Inner Eyes of Justice
Job 11:20 - A Neville Goddard interpretation
Read Job 11 in context
Scripture Focus
Biblical Context
Job 11:20 foretells that the wicked lose their sight, cannot escape their fate, and their hope fades away, signaling the consequences of a closed, fearful state.
Neville's Inner Vision
Viewed through the I AM, Job’s line is not a verdict on others but a reflection of your current state of consciousness. \"Eyes of the wicked\" denotes the inner gaze tinted by fear, separation, and habitual doom-mentality. When you inhabit that state, you project limitation and a sense of inevitability; escape appears impossible and hope dies into the so-called ghost of the past. Yet the universe answers to your inner truth.

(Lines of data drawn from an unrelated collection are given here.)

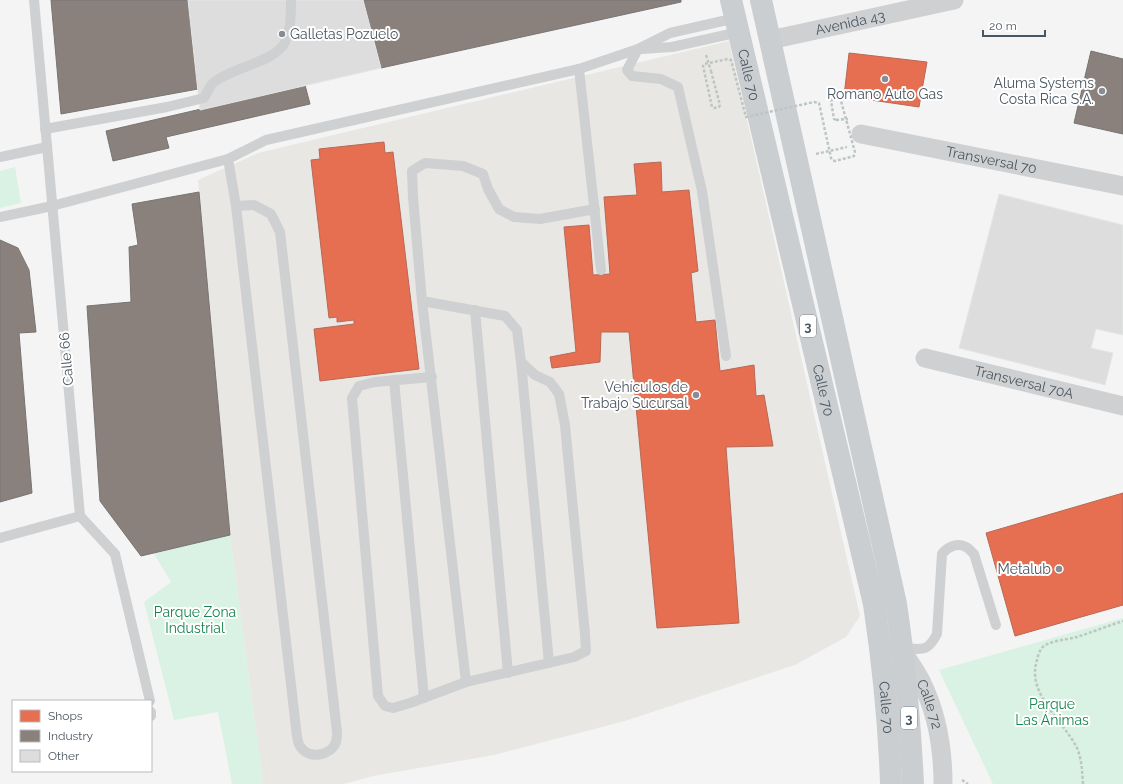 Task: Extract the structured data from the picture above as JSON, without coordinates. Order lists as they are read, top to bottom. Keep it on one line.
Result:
{"streets":{"main road":["Calle 70","3"],"street":["Avenida 43","Transversal 70","Transversal 70A","Calle 72"],"lane":["Calle 66"]},"crossings":[["Avenida 43","Calle 70"],["Calle 70","Calle 72"]],"parks":["Parque Zona Industrial","Parque Las Ánimas"],"places":["Galletas Pozuelo","Romano Auto Gas","Aluma Systems Costa Rica S.A.","Vehículos de Trabajo Sucursal","Metalub"],"legend":["Shops","Industry","Other"],"scale_bar":"20 m"} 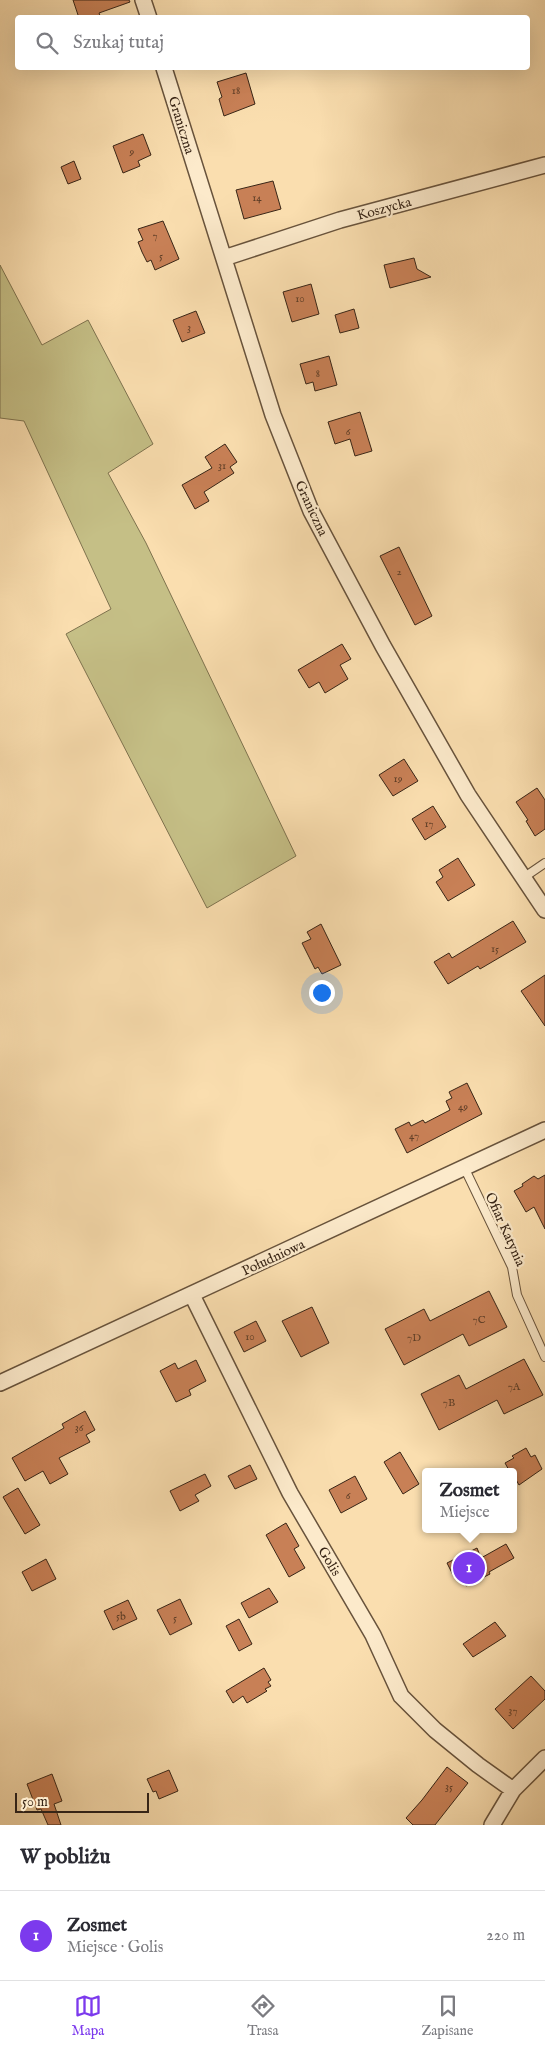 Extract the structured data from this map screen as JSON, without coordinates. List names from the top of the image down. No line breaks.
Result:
{"streets":{"street":["Graniczna","Koszycka","Południowa","Golis"],"lane":["Ofiar Katynia"]},"crossings":[["Graniczna","Koszycka"],["Ofiar Katynia","Południowa"],["Południowa","Golis"]],"house_numbers":["18","9","14","7","5","10","3","8","6","31","2","19","17","15","49","47","7C","10","7D","7A","7B","36","6","5b","5","37","35"],"scale_bar":"50 m","page":{"search":"Szukaj tutaj","popup":["Zosmet","Miejsce"],"pins":"1","scale":"50 m","heading":"W pobliżu","list":[{"mark":"1","name":"Zosmet","note":"Miejsce · Golis","value":"220 m"}],"nav":["Mapa","Trasa","Zapisane"]}} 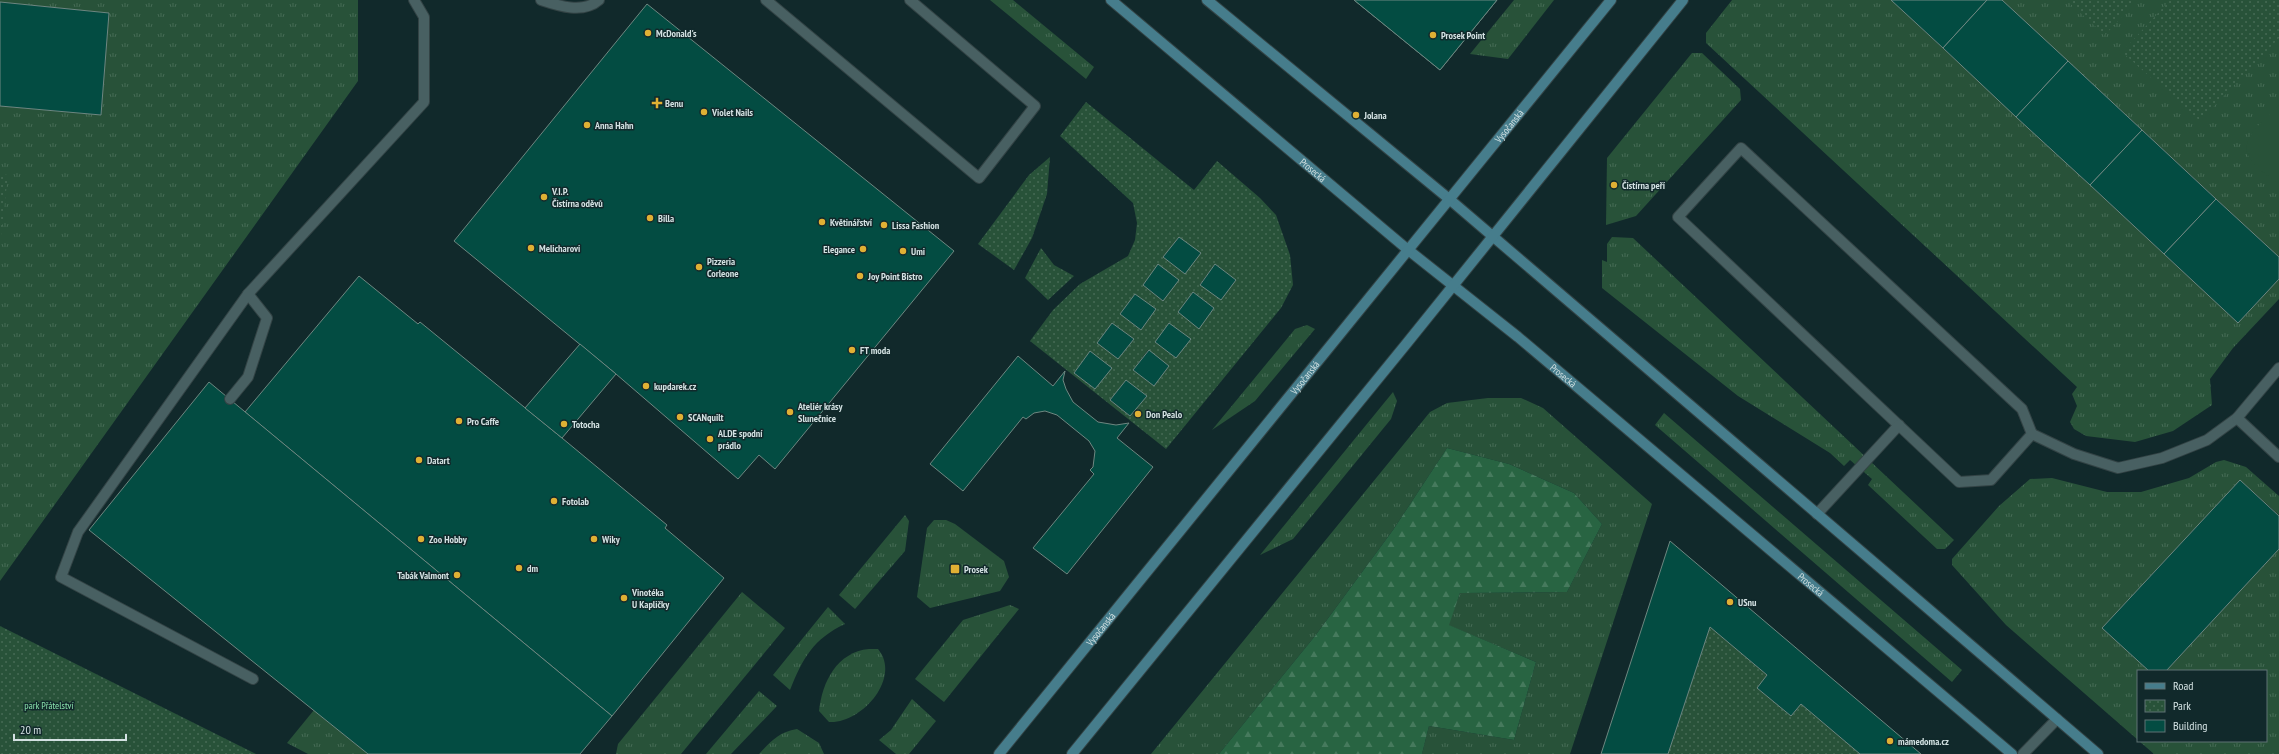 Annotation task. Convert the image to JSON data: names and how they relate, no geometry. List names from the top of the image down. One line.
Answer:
{"streets":{"main road":["Vysočanská","Prosecká"]},"crossings":[["Vysočanská","Prosecká"]],"parks":["park Přátelství"],"places":{"other":["McDonald's","Prosek Point","Violet Nails","Jolana","Anna Hahn","Čistírna peří","V.I.P. Čistírna oděvů","Billa","Květinářství","Lissa Fashion","Melicharovi","Elegance","Umi","Pizzeria Corleone","Joy Point Bistro","FT moda","kupdarek.cz","Ateliér krásy Slunečnice","Don Pealo","SCANquilt","Pro Caffe","Totocha","ALDE spodní prádlo","Datart","Fotolab","Zoo Hobby","Wiky","dm","Tabák Valmont","Vinotéka U Kapličky","USnu","mámedoma.cz"],"health":["Benu"],"transit":["Prosek"]},"legend":["Road","Park","Building"],"scale_bar":"20 m"} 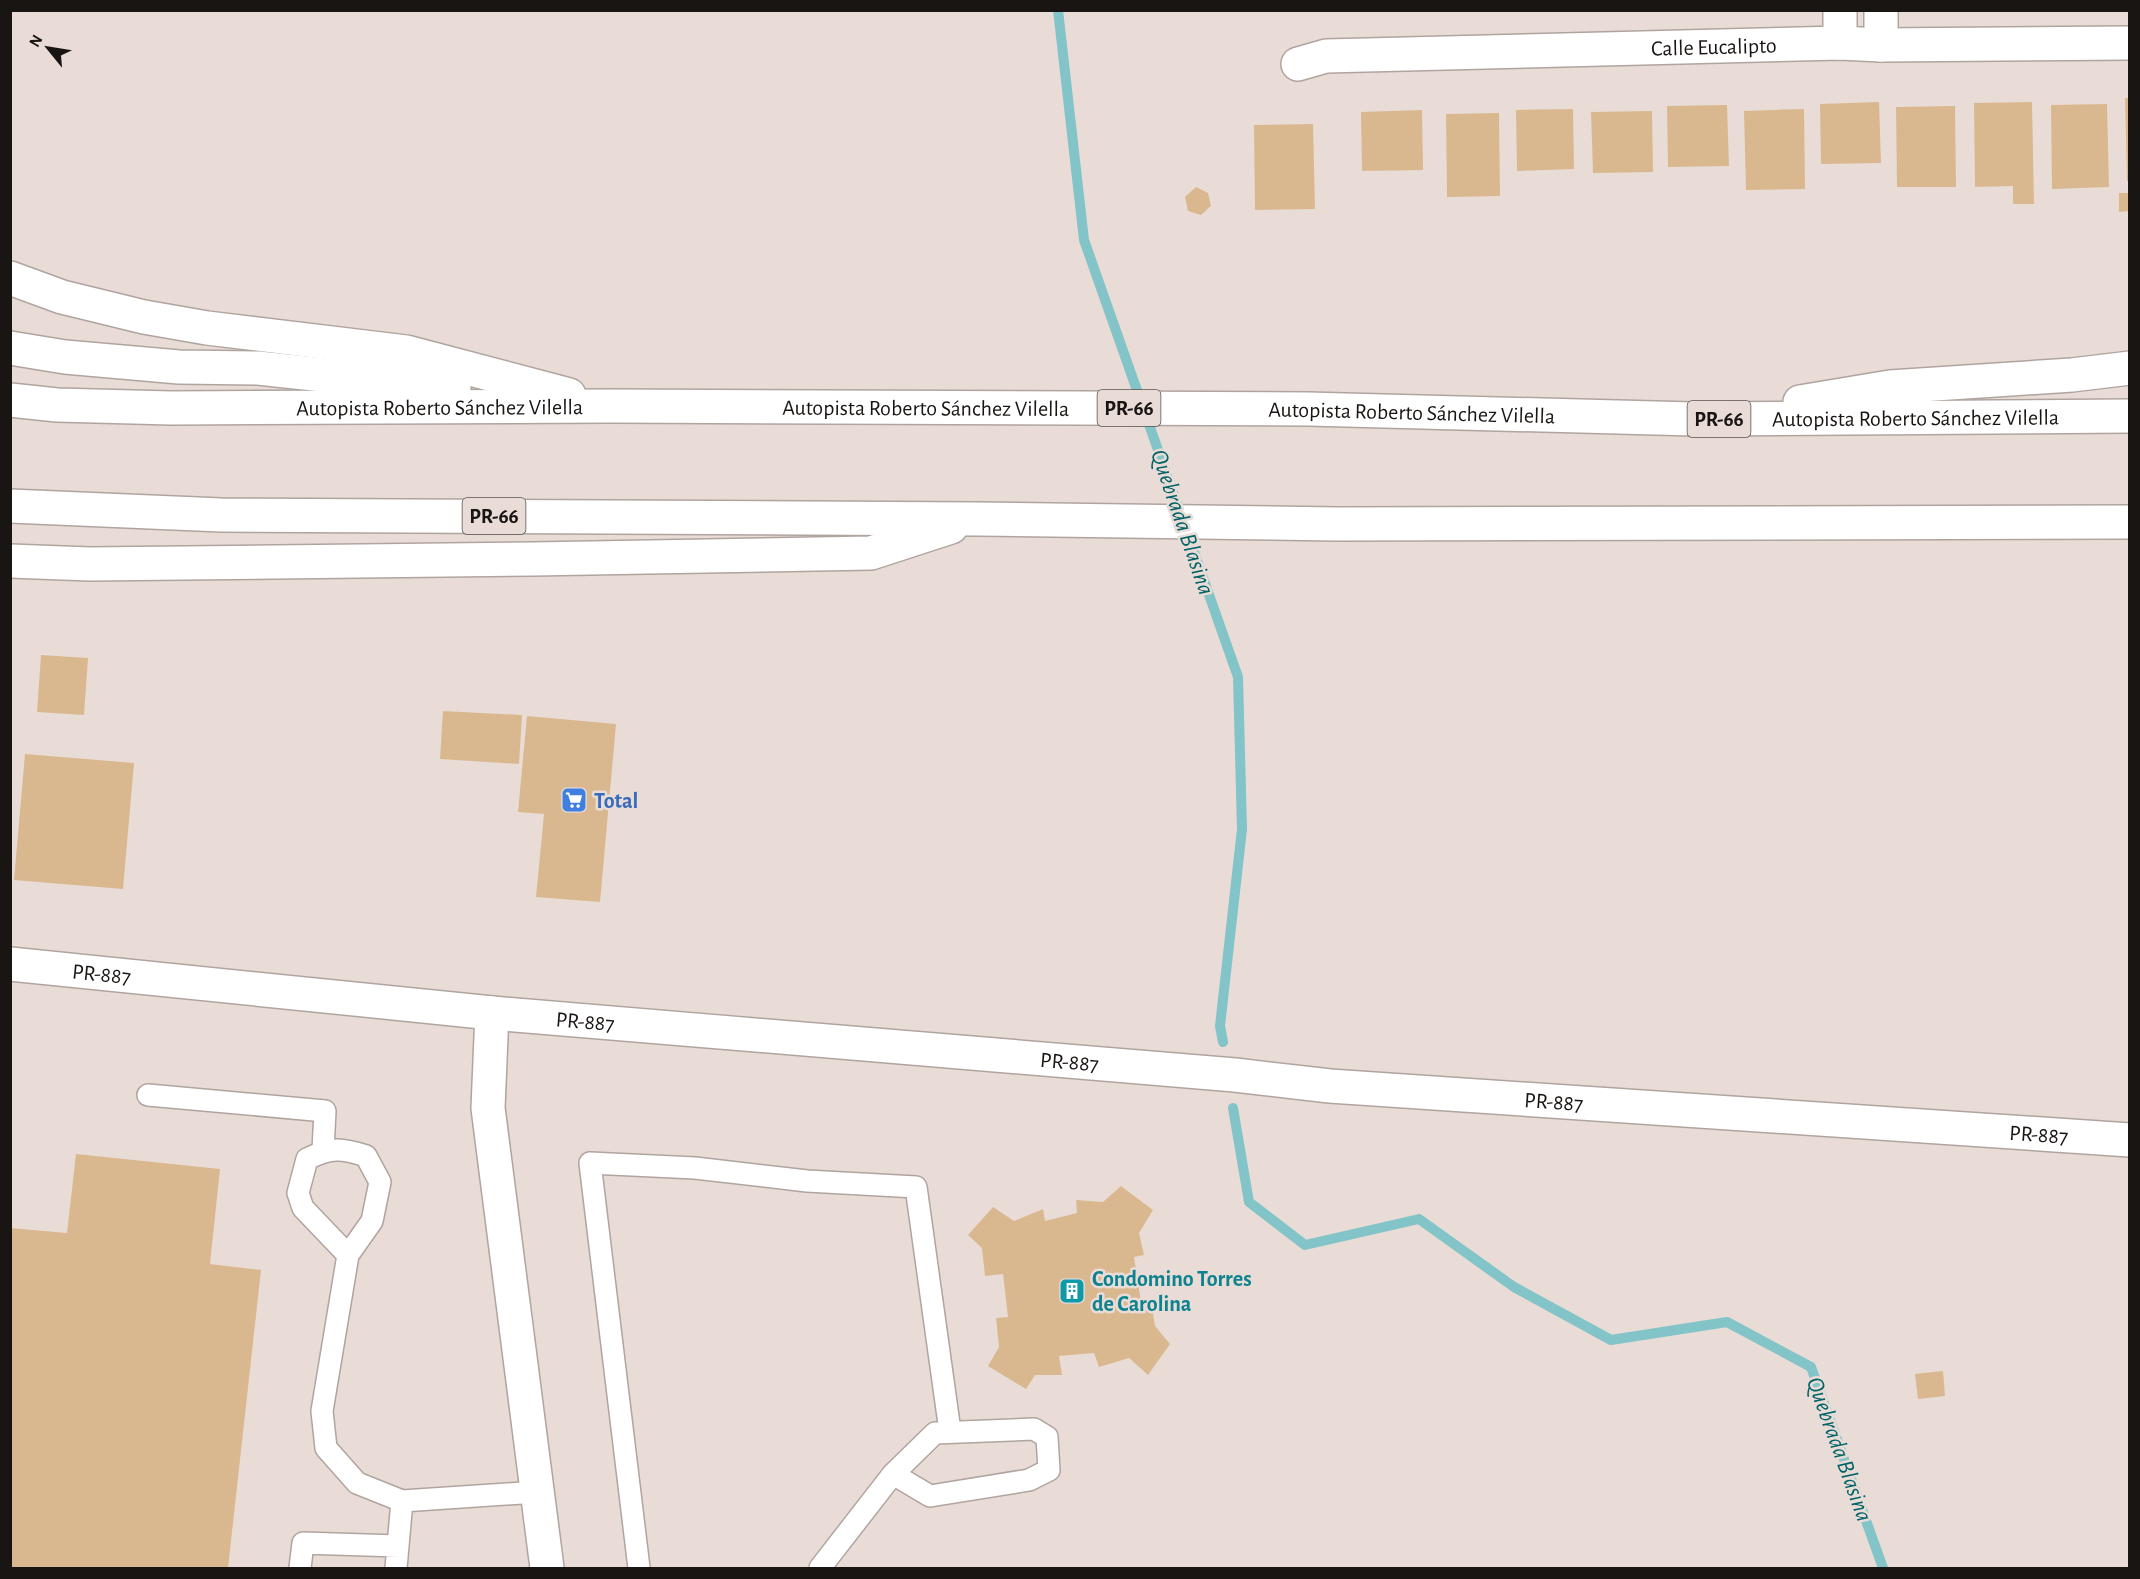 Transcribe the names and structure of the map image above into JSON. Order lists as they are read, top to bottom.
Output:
{
  "streets": {
    "main road": [
      "Calle Eucalipto",
      "Autopista Roberto Sánchez Vilella",
      "PR-66",
      "PR-887"
    ]
  },
  "water": ["Quebrada Blasina"],
  "places": {
    "supermarket": ["Total"],
    "building": ["Condomino Torres de Carolina"]
  },
  "north": "top left"
} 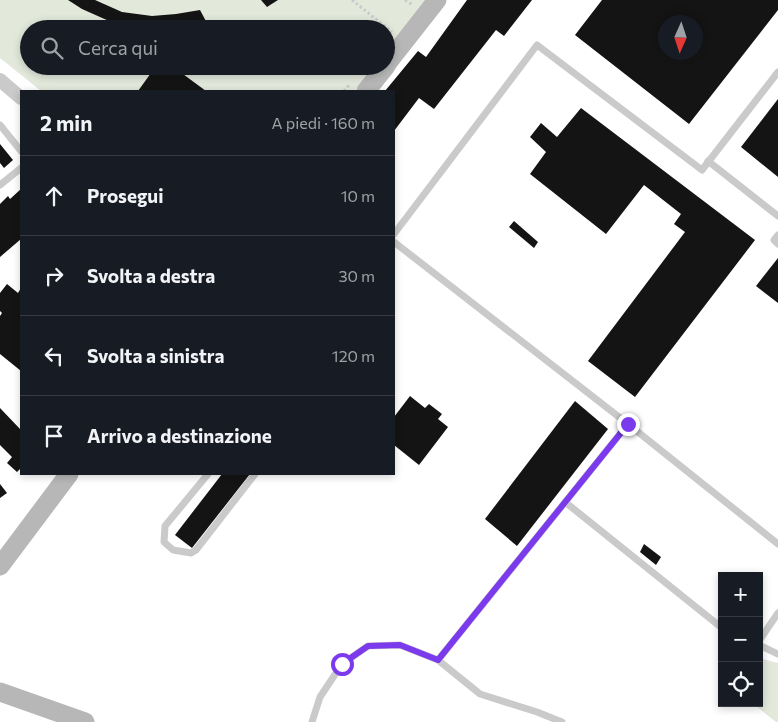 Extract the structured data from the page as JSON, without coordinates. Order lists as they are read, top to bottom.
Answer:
{
  "north": "bottom",
  "page": {
    "search": "Cerca qui",
    "heading": ["2 min", "A piedi · 160 m"],
    "list": [
      ["Prosegui", "10 m"],
      ["Svolta a destra", "30 m"],
      ["Svolta a sinistra", "120 m"],
      "Arrivo a destinazione"
    ],
    "map_buttons": ["+", "−"]
  }
} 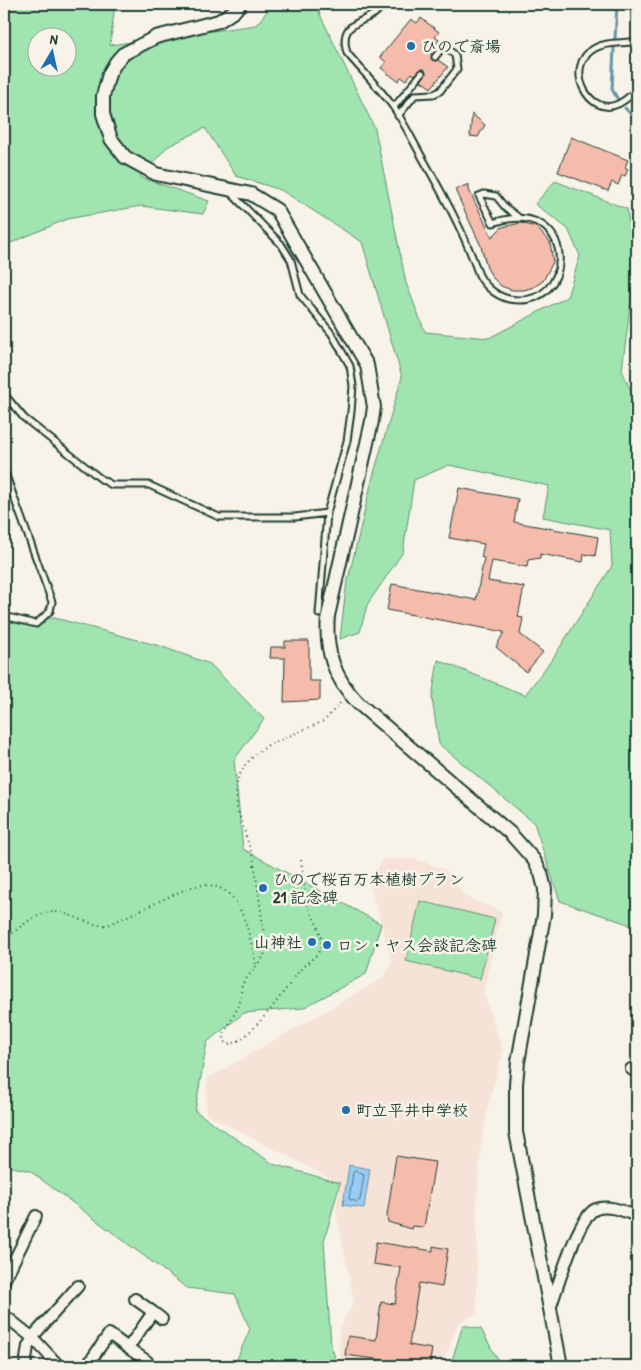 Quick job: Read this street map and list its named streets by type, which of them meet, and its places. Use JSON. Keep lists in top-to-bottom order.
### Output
{
  "places": [
    "ひので斎場",
    "ひので桜百万本植樹プラン 21 記念碑",
    "山神社",
    "ロン・ヤス会談記念碑",
    "町立平井中学校"
  ],
  "north": "top"
}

If you assume the vantage of the I AM—persistently seeing with awareness and feeling the reality of your desired state—then you reverse the verse. The inner eyes become clear; the future becomes a space of possibility; what once looked inescapable loosens as you hold to a higher self. Every thought creates a world; by choosing a state aligned with your true nature—breathing in the light of awareness, recognizing your desire as already present—you resist the doom of the outer scene. The verse then serves as a gentle call to maintain a consciousness that refuses fear and asserts the power of imagination.
Practice This Now
Imaginative act: Sit quietly, breathe, and repeat 'I am the I AM, the perceiver.' Then revise your scene so you view life with the eyes of wisdom and feel the new state as real.